Apparently, all these approaches are targeted at improving the US ability to compete with China in Latin America. At the recently concluded Ninth Summit of the Americas in Los Angeles, the US announced "Americas Partnership for Economic Prosperity" and other initiatives, which, while seemingly broad in general, are widely seen as aiming at countering China's growing clout in Latin America. Yet, as a matter of fact, it is beyond doubt that China has never posed any substantive challenge or threat to US interests in the region, no matter from the perspective of China's capability or intention. For China, any proposition or idea to take Latin America as a new battlefield for China-US competition is both inappropriate and dangerous.

To form normal and secure China-US-Latin America relations, each of the three parties, particularly China and the US, should take everything into consideration based on the history and current state of their interactions. For the US, a more prosperous, equal and stable Latin America could better serve its interests. It should make cooperation with China and other relevant parties on Latin American issues of common interest a policy objective. As far as China is concerned, it should have a more rational assessment of the US-Latin America consensus and China-Latin America differences, thus rationally evaluating the US influence in Latin America.

In the wake of Latin American countries' growing significance in China's global strategy, China should improve and reform its policies toward the region accordingly, focusing on the following three aspects.

To start with, the content of the China-Latin America partnership should be enriched with a more open mind. Currently, development of bilateral relations is mainly based on or serves bilateral pragmatic cooperation in the economic field. Under the new situation, with economic cooperation as the cornerstone, China could consider realizing the transformation from an economic partner of the region toward an all-round stakeholder, laying a solid foundation for the further improvement of bilateral engagement.

Second, in addition to emphasizing such principles and goals as mutual benefit and win-win results, China should also pay high attention to the improvement of people's livelihoods in Latin America. It could boost its development aid or expand cooperation in relevant fields to offer concrete external support for Latin American countries' endeavors in poverty alleviation, inequality reduction and protection of the local natural environment and conservation of the local ecological system. Such concerns and practices could help consolidate China-Latin America consensus on global development agendas.

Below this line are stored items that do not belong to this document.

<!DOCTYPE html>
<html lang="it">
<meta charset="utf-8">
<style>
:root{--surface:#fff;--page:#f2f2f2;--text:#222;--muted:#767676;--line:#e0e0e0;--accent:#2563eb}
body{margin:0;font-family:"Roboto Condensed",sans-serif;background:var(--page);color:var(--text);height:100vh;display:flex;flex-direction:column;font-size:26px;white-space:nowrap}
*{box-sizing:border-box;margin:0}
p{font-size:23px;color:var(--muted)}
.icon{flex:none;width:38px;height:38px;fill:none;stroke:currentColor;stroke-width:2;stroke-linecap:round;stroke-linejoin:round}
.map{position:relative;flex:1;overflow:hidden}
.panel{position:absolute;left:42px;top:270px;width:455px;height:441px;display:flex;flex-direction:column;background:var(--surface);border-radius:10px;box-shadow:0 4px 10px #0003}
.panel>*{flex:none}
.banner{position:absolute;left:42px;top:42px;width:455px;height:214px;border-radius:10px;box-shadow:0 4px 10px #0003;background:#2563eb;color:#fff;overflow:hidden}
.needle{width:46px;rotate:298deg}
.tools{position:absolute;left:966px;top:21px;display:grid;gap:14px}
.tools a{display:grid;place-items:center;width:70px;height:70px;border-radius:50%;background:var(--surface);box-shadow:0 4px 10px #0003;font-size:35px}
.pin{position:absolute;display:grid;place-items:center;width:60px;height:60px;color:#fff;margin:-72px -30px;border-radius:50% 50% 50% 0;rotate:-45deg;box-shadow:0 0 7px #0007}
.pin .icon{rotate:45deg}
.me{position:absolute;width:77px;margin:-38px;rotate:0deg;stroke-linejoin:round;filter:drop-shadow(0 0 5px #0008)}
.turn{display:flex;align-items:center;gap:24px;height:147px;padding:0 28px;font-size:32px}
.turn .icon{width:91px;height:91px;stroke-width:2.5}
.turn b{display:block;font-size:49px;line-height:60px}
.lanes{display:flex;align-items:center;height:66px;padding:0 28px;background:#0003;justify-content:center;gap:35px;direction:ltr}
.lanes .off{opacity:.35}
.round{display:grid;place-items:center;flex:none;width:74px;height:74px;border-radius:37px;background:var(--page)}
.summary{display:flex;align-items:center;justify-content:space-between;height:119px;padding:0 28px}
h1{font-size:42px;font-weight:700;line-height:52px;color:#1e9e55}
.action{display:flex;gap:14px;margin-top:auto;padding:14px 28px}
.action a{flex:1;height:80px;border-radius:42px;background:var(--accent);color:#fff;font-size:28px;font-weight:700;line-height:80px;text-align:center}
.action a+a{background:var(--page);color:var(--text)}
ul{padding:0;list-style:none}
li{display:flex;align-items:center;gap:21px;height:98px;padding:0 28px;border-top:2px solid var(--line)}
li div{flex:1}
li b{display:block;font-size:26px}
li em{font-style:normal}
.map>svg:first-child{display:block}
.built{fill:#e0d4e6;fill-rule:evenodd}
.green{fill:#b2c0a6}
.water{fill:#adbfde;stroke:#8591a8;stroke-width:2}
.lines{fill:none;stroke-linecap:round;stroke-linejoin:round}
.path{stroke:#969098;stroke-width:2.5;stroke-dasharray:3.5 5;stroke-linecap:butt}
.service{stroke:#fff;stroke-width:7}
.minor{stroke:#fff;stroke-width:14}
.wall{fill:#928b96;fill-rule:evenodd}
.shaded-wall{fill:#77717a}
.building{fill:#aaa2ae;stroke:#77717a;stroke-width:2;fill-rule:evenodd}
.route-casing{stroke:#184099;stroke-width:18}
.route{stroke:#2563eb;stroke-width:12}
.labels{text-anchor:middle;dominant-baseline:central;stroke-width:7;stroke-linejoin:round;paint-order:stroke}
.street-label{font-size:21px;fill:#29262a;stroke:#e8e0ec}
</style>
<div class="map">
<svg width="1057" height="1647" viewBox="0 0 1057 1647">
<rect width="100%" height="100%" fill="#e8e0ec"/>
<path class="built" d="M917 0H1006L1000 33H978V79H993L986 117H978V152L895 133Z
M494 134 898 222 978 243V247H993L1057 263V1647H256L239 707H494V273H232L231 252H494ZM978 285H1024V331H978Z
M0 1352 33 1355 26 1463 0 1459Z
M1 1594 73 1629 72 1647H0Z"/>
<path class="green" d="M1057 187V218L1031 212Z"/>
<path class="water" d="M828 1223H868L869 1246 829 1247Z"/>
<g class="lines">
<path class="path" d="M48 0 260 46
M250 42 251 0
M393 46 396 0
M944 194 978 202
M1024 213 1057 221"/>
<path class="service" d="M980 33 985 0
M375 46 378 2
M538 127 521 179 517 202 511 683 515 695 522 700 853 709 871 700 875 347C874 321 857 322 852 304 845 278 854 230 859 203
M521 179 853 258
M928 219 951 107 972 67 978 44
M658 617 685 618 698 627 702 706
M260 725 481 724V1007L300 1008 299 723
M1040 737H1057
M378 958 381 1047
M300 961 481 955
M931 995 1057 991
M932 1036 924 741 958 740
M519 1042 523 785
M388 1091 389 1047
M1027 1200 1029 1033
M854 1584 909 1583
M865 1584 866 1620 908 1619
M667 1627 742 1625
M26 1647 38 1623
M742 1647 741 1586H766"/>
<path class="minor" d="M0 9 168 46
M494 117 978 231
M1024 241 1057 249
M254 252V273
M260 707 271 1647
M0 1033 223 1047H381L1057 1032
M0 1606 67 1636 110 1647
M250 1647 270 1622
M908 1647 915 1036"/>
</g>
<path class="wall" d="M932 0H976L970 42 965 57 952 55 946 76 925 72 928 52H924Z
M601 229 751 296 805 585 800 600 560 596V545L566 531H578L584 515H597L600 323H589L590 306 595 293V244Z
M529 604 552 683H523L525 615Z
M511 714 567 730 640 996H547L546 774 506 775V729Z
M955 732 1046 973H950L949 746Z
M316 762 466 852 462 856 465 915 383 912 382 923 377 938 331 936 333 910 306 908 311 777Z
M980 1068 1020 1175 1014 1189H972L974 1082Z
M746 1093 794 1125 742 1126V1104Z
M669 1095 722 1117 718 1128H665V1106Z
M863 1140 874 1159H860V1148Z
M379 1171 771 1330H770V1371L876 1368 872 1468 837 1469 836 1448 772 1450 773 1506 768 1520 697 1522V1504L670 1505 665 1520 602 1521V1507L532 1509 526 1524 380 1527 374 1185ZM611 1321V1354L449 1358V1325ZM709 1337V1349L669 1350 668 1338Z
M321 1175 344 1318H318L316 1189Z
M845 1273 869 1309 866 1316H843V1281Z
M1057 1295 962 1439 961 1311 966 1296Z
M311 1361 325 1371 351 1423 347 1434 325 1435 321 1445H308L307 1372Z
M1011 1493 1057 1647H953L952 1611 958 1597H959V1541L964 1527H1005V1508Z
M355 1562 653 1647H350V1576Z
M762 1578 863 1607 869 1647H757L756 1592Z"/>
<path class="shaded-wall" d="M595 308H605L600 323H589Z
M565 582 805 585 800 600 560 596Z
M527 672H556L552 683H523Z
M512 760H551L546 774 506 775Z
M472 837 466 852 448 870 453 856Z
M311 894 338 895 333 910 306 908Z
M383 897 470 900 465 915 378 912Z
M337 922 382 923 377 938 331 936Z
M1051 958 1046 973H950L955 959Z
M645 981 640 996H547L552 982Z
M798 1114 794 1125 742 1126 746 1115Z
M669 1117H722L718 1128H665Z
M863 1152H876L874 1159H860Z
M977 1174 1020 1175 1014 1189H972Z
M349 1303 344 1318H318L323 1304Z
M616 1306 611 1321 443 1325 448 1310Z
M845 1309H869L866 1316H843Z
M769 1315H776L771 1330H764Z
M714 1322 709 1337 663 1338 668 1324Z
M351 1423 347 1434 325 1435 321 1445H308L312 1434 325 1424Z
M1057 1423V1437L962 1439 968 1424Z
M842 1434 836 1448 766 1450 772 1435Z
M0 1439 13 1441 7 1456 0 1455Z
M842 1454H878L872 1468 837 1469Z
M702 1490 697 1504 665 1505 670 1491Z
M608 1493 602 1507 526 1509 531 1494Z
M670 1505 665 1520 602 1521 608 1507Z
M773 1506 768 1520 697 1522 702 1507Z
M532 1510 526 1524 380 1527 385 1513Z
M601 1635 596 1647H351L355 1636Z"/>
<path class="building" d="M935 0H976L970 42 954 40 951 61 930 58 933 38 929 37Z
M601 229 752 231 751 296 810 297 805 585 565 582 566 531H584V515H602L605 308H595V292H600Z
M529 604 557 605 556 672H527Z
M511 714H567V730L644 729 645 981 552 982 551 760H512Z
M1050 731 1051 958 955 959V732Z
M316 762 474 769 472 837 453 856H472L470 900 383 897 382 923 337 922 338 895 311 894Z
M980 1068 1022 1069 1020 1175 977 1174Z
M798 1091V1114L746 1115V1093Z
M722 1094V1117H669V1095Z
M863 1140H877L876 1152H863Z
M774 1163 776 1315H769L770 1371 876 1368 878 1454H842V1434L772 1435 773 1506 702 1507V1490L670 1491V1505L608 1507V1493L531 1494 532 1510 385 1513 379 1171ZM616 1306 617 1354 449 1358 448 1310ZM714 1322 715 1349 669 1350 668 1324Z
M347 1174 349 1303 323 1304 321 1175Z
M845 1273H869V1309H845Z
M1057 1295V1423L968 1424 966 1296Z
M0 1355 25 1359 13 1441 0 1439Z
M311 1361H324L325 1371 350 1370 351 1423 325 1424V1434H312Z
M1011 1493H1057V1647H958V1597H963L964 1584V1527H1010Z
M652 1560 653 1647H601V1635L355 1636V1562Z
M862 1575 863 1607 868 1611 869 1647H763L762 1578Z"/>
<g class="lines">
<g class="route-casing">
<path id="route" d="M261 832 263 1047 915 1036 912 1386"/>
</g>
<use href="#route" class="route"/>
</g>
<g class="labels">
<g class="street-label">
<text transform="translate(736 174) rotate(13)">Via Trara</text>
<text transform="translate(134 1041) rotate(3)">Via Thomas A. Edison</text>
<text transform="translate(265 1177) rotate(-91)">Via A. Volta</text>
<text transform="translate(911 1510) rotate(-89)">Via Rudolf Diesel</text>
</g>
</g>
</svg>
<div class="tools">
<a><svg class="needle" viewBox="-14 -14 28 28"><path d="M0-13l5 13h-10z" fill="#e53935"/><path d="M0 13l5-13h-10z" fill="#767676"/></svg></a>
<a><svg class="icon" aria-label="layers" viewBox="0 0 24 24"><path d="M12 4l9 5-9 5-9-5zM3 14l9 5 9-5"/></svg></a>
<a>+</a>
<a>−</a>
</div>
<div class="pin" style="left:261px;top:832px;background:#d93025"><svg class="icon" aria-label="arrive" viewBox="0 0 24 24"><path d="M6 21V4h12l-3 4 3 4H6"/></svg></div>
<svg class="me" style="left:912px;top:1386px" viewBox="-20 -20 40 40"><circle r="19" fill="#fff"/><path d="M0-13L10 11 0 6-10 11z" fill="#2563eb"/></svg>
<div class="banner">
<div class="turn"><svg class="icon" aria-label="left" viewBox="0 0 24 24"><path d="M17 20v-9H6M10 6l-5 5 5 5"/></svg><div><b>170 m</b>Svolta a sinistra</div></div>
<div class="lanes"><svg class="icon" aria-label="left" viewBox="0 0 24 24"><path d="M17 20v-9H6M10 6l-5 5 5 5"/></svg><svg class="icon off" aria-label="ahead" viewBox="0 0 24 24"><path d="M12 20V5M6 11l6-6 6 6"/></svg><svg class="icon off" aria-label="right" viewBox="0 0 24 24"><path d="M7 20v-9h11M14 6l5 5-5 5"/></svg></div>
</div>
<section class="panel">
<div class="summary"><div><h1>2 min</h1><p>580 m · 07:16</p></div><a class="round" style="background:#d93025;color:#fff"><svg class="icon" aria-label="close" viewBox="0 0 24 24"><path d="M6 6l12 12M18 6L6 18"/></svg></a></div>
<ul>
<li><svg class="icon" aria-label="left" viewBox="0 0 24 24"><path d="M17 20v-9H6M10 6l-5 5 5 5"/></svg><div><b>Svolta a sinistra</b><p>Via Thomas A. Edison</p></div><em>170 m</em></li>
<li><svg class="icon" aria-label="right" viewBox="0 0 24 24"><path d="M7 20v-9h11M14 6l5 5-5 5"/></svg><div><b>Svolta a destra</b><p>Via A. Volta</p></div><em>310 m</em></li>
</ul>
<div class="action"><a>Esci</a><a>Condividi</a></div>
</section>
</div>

Third, given the current situation in the so-called "triangular relationship" among China, the US and Latin America, China should attach strategic priority to countries and regions that have already established influential or close cooperative relationships with China. Building upon the foundation of existing cooperation efforts and consolidating achievements, China should vigorously explore new cooperation fields. For instance, bilateral or multilateral cooperation patterns or pathways could be explored on urgent and frontier issues and fields such as post-pandemic economic recovery, bridging the infrastructure gap, coping with climate change, promoting energy transformation, advancing the digital revolution and technological innovation, and developing the circular economy. In areas or industries that China has comparative advantages, China should intensify exchanges and sharing and increase financing support for Latin American countries.

In the meantime, when possible, China should seek the resumption of bilateral consultations and dialogues with the US on Latin American issues, so as to prevent unnecessary misunderstandings or potential conflicts. China should also continue to maintain an optimistic perspective and open-mindedness toward trilateral cooperation, so as to jointly promote prosperity and development of Latin America.

The author is an associate professor at the School of International Studies at Peking University. The author contributed this article to China Watch, a think tank powered by China Daily. The views do not necessarily reflect those of China Daily.